The regulation only prohibits insurance policies that would be sold ""in conjunction with"" enrollment in the Medicaid managed care plan. Section 438.104 alone does not prohibit a Medicaid managed care plan from providing information about a Qualified Health Plans (QHP) to potential enrollees who could enroll in such a plan as an alternative to the Medicaid managed care plan due to a loss of Medicaid eligibility or to potential enrollees who may consider the benefits of selecting an Medicaid managed care plan that has a related QHP in the event of future eligibility changes. However, Medicaid managed care plans should consult their contracts and the State Medicaid agency to ascertain if other provisions exist that may prohibit or limit such activity.

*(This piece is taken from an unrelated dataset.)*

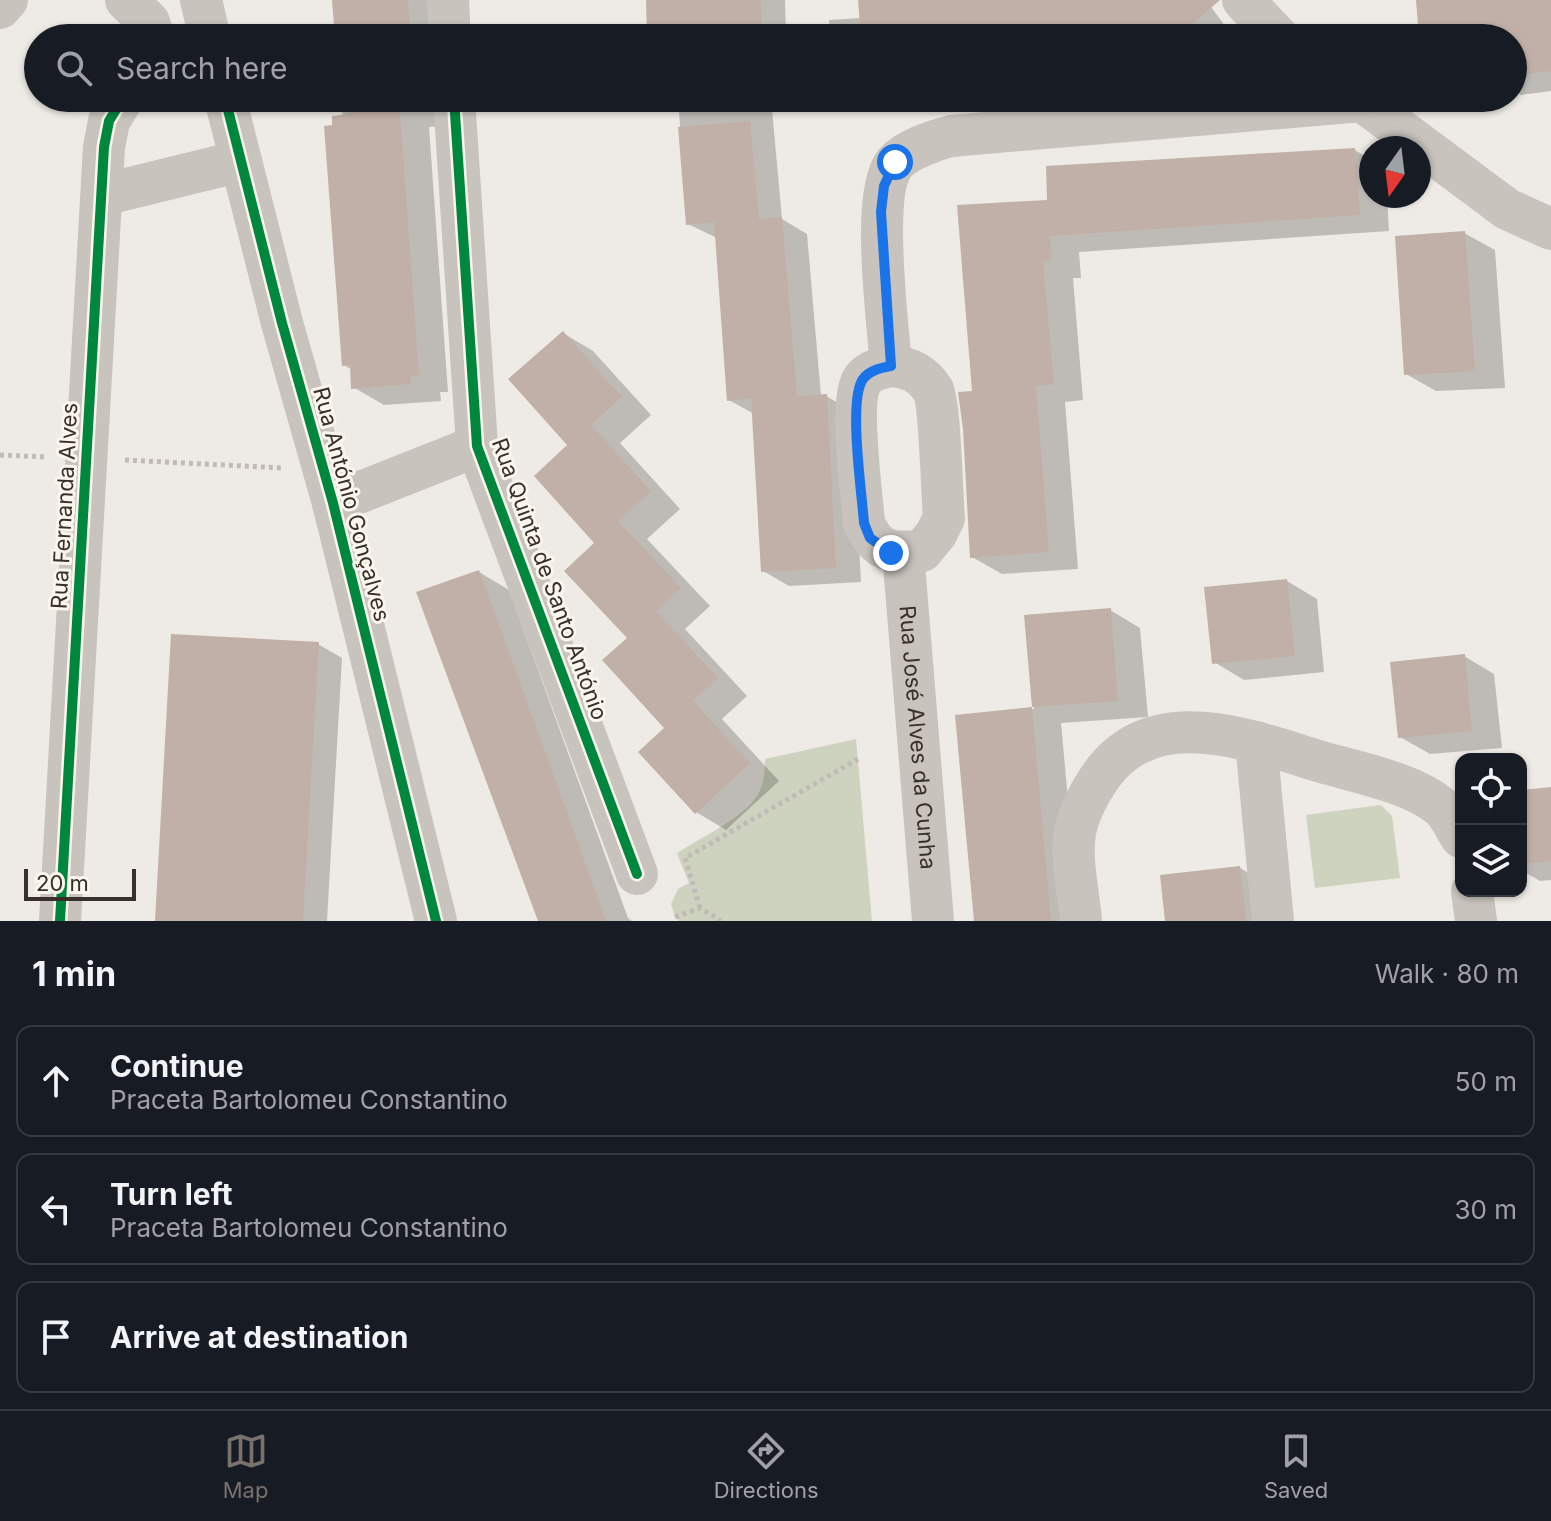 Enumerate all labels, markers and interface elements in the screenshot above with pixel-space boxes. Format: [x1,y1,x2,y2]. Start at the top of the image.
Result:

Section 438.104(b)(1)(iv) implements a provision in section 1932(d)(2)(C) of the Social Security Act, titled ""Prohibition of Tie-Ins."" In promulgating regulations implementing this provision, CMS clarified that we interpreted it to preclude tying enrollment in the Medicaid managed care plan with purchasing (or the provision of) other types of private insurance. We do not intend the statutory prohibition of tie-ins to apply to a discussion of a possible alternative to the Medicaid managed care plan, which a QHP could be if the consumer is determined to be not Medicaid eligible or loses Medicaid eligibility.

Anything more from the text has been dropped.